On the US investment team, we believe that the three core factors behind sustainable, responsible investing — environmental, social, and governance (ESG) — are inherent to long-term value creation. We view ESG analysis as both return-enhancing and risk-mitigating, so incorporating this appropriately in the investment process (when ESG factors are material to investor value) is consistent with our fiduciary duty. Sustainability means managing the challenges and risks facing all organisations to meet the needs of the present, without compromising future generations. We firmly believe it is our responsibility to consider ESG factors when making investment decisions on behalf of our clients.
Implementation of this philosophy takes three forms.

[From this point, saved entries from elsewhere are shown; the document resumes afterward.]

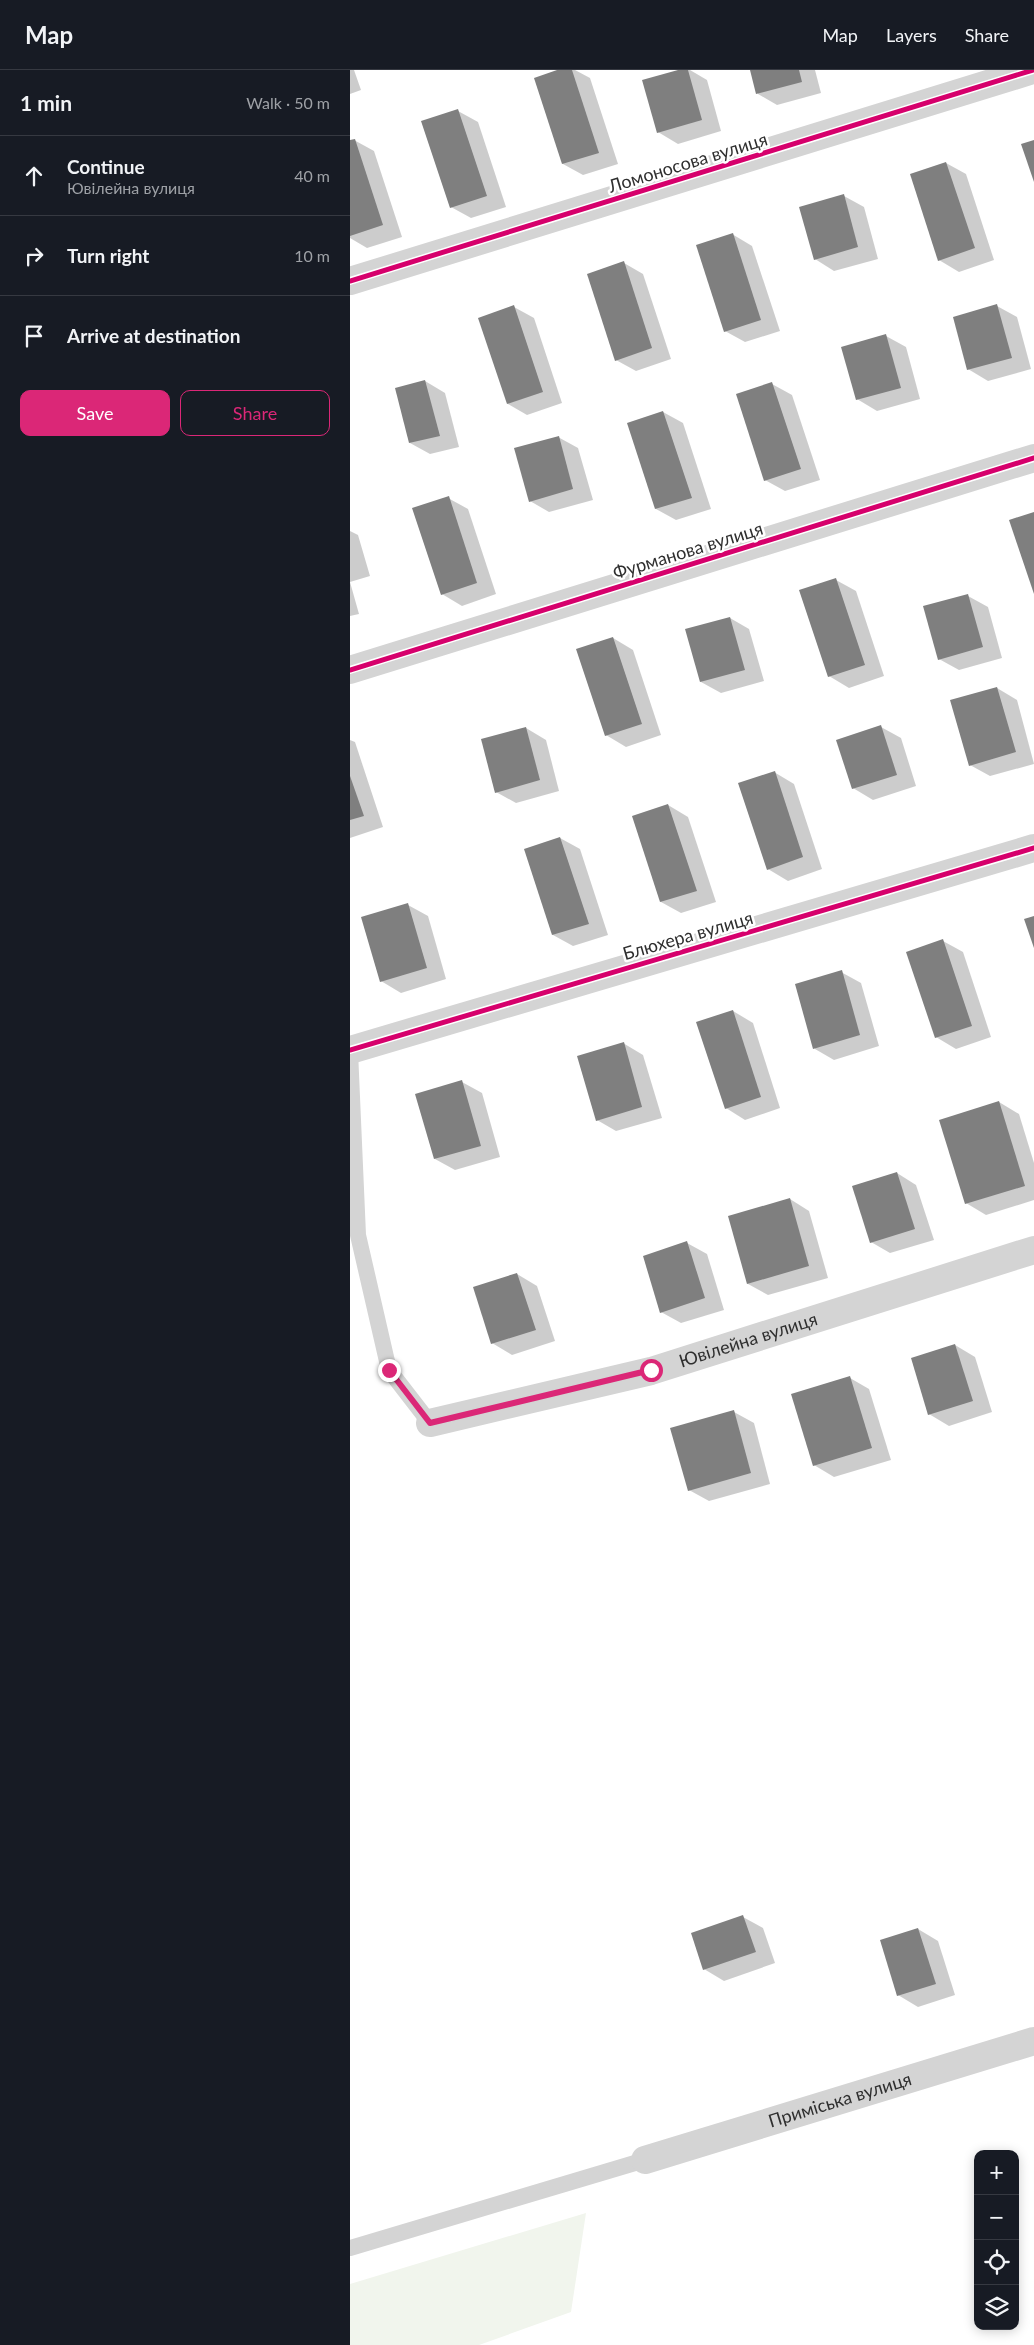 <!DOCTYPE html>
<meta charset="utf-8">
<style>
body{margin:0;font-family:Lato,sans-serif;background:#20242c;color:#f1f3f6}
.controls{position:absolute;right:15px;bottom:15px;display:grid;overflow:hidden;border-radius:10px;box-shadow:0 2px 12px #0003}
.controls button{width:45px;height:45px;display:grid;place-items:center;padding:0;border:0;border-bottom:1px solid #363941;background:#171b24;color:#f1f3f6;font:25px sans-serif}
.stop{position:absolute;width:15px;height:15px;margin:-11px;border:4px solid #db2777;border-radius:50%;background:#fff}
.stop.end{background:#db2777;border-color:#fff;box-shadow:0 1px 5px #0008}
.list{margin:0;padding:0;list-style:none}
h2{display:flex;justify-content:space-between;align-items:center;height:65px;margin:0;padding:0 20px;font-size:21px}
h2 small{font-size:16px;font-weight:400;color:#9ea1a6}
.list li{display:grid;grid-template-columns:32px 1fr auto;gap:15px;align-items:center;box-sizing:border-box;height:80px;padding:0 20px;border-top:1px solid #363941}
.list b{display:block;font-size:19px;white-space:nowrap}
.list p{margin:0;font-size:16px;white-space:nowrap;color:#9ea1a6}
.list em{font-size:16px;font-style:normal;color:#9ea1a6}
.actions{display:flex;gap:10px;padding:15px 20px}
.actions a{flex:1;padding:11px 0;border:1px solid #db2777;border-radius:10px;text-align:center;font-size:18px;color:#db2777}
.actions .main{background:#db2777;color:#fff}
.icon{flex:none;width:28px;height:28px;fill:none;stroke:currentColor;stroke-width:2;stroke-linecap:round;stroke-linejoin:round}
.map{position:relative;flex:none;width:684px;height:2275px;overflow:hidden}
header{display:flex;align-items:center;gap:30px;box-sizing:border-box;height:70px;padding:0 25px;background:#171b24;border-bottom:1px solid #363941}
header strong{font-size:24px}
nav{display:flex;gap:28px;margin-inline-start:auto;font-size:18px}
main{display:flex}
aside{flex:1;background:#171b24}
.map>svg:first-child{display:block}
</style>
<header>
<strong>Map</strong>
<nav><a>Map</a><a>Layers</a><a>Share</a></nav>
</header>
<main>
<aside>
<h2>1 min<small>Walk · 50 m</small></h2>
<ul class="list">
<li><svg class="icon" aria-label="ahead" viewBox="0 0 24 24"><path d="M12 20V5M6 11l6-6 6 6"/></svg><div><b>Continue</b><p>Ювілейна вулиця</p></div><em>40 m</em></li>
<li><svg class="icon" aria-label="right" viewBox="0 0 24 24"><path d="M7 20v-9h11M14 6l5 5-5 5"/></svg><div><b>Turn right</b></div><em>10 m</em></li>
<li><svg class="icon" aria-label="arrive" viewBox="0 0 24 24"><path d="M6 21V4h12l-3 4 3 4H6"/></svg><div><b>Arrive at destination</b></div></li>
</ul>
<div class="actions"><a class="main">Save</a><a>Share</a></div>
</aside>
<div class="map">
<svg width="684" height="2275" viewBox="0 0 684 2275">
<rect width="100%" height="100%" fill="#fff"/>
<polygon fill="#f1f5ed" points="236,2143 221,2242 129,2275 0,2275 0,2214"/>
<g fill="#0003">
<polygon points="0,0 4,0 11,20 0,24"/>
<polygon points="211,0 225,0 240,8 268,94 233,105 213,94"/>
<polygon points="333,0 340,0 357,10 371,61 328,74 308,62"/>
<polygon points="401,0 465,0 471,23 427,35 408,24"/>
<polygon points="108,41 128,52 156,137 121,148 101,137"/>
<polygon points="4,70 24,81 52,167 17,178 0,168 0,71"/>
<polygon points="596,93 616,104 644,190 609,202 589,190"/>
<polygon points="494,126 514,137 528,189 484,201 465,189"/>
<polygon points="382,164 402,176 430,261 395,272 375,261"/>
<polygon points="274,193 293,204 321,289 286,301 266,290"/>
<polygon points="647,236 667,247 681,299 638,311 618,299"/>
<polygon points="164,237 184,248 212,333 177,345 158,334"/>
<polygon points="536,266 556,277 570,329 527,341 507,329"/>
<polygon points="75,311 95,323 109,377 80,384 60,373"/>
<polygon points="422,314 442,325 470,410 435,421 415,410"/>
<polygon points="313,342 333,353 361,439 326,450 306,439"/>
<polygon points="208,367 228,378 243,430 199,442 180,431"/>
<polygon points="98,428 118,439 146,524 112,536 92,524"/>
<polygon points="0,461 8,465 20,506 0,512 9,544 0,546"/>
<polygon points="486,510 506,521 534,606 499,618 479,606"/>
<polygon points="618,526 638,537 652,588 609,600 589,589"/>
<polygon points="380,548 399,559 414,611 371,623 351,612"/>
<polygon points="263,568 283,580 311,665 276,677 256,665"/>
<polygon points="647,618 667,630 684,694 640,706 620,695"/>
<polygon points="531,657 551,668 566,716 523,730 503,718"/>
<polygon points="176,658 196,670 209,721 166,733 146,722"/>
<polygon points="0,670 5,672 33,757 0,768"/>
<polygon points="424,702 444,714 472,799 438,811 418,799"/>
<polygon points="318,735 338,747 366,832 331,843 311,832"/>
<polygon points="210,768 230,779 258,865 223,876 203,865"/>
<polygon points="58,835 78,846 96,909 51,923 31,911"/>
<polygon points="593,871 613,882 641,967 606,979 586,967"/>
<polygon points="491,902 511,913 529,976 484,990 465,979 446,915"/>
<polygon points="383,941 403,953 430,1038 395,1050 376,1038"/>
<polygon points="273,973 293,985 312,1048 266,1061 247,1050"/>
<polygon points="112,1012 132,1023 150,1087 105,1100 85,1089"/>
<polygon points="649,1032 669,1044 684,1093 684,1130 636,1145 616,1133"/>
<polygon points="547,1103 566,1115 584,1170 540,1183 521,1172"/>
<polygon points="440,1129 459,1141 478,1208 418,1225 398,1214"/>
<polygon points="337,1173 357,1184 374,1240 331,1253 311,1242"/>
<polygon points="167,1204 187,1216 205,1271 162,1285 142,1273"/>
<polygon points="605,1275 625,1287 642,1342 599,1356 579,1344"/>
<polygon points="500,1308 519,1319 541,1390 484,1407 464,1395"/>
<polygon points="384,1342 404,1353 420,1414 359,1431 339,1420"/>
<polygon points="393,1847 413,1858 425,1893 374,1911 354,1899"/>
<polygon points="568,1859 588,1871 605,1925 568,1937 548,1925"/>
</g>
<g fill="#7f7f7f">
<polygon points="207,0 222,0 249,83 212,94 184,8"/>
<polygon points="328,0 338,0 352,50 307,63 292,10"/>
<polygon points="400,0 449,0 452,12 406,24"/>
<polygon points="108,39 137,126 100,138 71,51"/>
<polygon points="5,69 33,155 0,166 0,70"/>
<polygon points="684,70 684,112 671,74"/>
<polygon points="596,92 625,178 588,191 560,104"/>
<polygon points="494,124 508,177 464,190 449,137"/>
<polygon points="383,163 411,250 374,262 346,175"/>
<polygon points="274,191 302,278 265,291 237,204"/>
<polygon points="647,234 662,288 617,300 603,247"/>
<polygon points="164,235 193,322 157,334 128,248"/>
<polygon points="536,264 551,318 506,330 491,277"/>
<polygon points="75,310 90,366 59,373 45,318"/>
<polygon points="422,312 451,399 414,411 386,324"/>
<polygon points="313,341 342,428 305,439 277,353"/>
<polygon points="209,366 223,419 179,432 164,378"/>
<polygon points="99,426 127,513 91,525 62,438"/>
<polygon points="684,442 684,524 659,450"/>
<polygon points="486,508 515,595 478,607 449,520"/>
<polygon points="618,524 633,577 588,590 573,536"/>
<polygon points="380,547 395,600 350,612 335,559"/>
<polygon points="263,567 292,654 255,666 226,579"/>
<polygon points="647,617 666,682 619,696 600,630"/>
<polygon points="531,655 547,705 502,719 486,670"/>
<polygon points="176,657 190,710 145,723 131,669"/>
<polygon points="425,701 453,787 417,800 388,713"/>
<polygon points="0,706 14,746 0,750"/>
<polygon points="318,734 347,821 310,832 282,746"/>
<polygon points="210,767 239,854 202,865 174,779"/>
<polygon points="58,833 77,898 30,912 11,847"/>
<polygon points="684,846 684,878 674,849"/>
<polygon points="593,869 622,956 585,968 556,882"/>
<polygon points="492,900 510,965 463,979 445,914"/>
<polygon points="383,940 411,1027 375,1039 346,952"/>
<polygon points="274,972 292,1037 246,1051 227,986"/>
<polygon points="112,1010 131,1076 84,1089 65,1024"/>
<polygon points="649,1031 675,1116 615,1134 589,1050"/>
<polygon points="547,1102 565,1159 520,1173 502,1116"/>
<polygon points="440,1128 459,1196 397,1214 378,1146"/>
<polygon points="337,1171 355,1228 310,1243 293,1186"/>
<polygon points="167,1203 186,1260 141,1274 123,1217"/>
<polygon points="605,1274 623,1331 578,1345 561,1288"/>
<polygon points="500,1306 522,1378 463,1396 441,1324"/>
<polygon points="384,1340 401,1403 338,1421 320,1358"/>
<polygon points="393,1845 406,1882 353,1900 341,1863"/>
<polygon points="568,1858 586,1914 547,1926 530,1870"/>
</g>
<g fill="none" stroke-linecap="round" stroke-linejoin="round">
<g stroke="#d4d4d4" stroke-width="16">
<polyline points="0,981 8,1165 39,1300 80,1353"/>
<polyline points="0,2178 295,2090"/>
</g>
<g stroke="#d4d4d4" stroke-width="28">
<polyline points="0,211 683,0"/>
<polyline points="0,600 684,388"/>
<polyline points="0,980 684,778"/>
<path id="s1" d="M80 1353 301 1301 684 1180"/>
<path id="s2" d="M295 2090 684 1971"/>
</g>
<defs>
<g id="cycleway">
<polyline points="0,211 683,0"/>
<polyline points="0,600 684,388"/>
<polyline points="0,980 684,778"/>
</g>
</defs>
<use href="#cycleway" stroke="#fff" stroke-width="8"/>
<use href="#cycleway" stroke="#d6006c" stroke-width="5"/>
</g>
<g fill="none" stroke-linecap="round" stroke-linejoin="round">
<polyline stroke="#db2777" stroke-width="6" points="39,1300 80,1353 301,1300"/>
</g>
<g text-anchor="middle" stroke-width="5" stroke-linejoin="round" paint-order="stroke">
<g font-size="18" fill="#2f2f2f" stroke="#fff">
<text transform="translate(338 93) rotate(-17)" y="6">Ломоносова вулиця</text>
<text transform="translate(338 481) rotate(-17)" y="6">Фурманова вулиця</text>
<text transform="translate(338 866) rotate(-16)" y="6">Блюхера вулиця</text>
<text dy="6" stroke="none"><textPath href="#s1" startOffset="329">Ювілейна вулиця</textPath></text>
<text dy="6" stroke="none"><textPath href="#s2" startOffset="204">Приміська вулиця</textPath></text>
</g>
</g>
</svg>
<div class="controls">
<button>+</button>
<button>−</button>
<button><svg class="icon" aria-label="locate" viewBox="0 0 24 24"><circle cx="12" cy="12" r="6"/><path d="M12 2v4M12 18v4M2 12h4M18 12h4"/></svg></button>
<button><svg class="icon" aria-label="layers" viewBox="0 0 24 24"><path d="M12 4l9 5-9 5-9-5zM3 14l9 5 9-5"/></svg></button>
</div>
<div class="stop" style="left:301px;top:1300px"></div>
<div class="stop end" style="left:39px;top:1300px"></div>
</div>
</main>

First, the US investment team works with sub-advisors for non-discretionary investment advice to understand the short- and long-term risks on the business environment for each thematic fund, in order to help us make informed strategic decisions. Each sub-advisor has their own dedicated approach to analysing companies based on ESG. During monthly and ad hoc conversations with our sub-advisors, we discuss the potential risks to the investment strategies as well as the opportunities that may arise from the changing environment. The use of third-party scoring metrics helps us to identify potential risks in the portfolios.
Second, ESG oversight is implemented through proxy voting and engagement with companies in the portfolios. The investment team executes proxy ballot votes that decide board oversight, executive compensation, disclosures, and company policies to strengthen company governance. When engaging with each of these companies, the investment team focuses on their approach to managing ESG concerns.
Third, we look for opportunities for our investors to benefit by helping to create new investment ideas. Recently, we have made it our aim to generate alpha by identifying the risks and opportunities that surround climate change and the energy transition.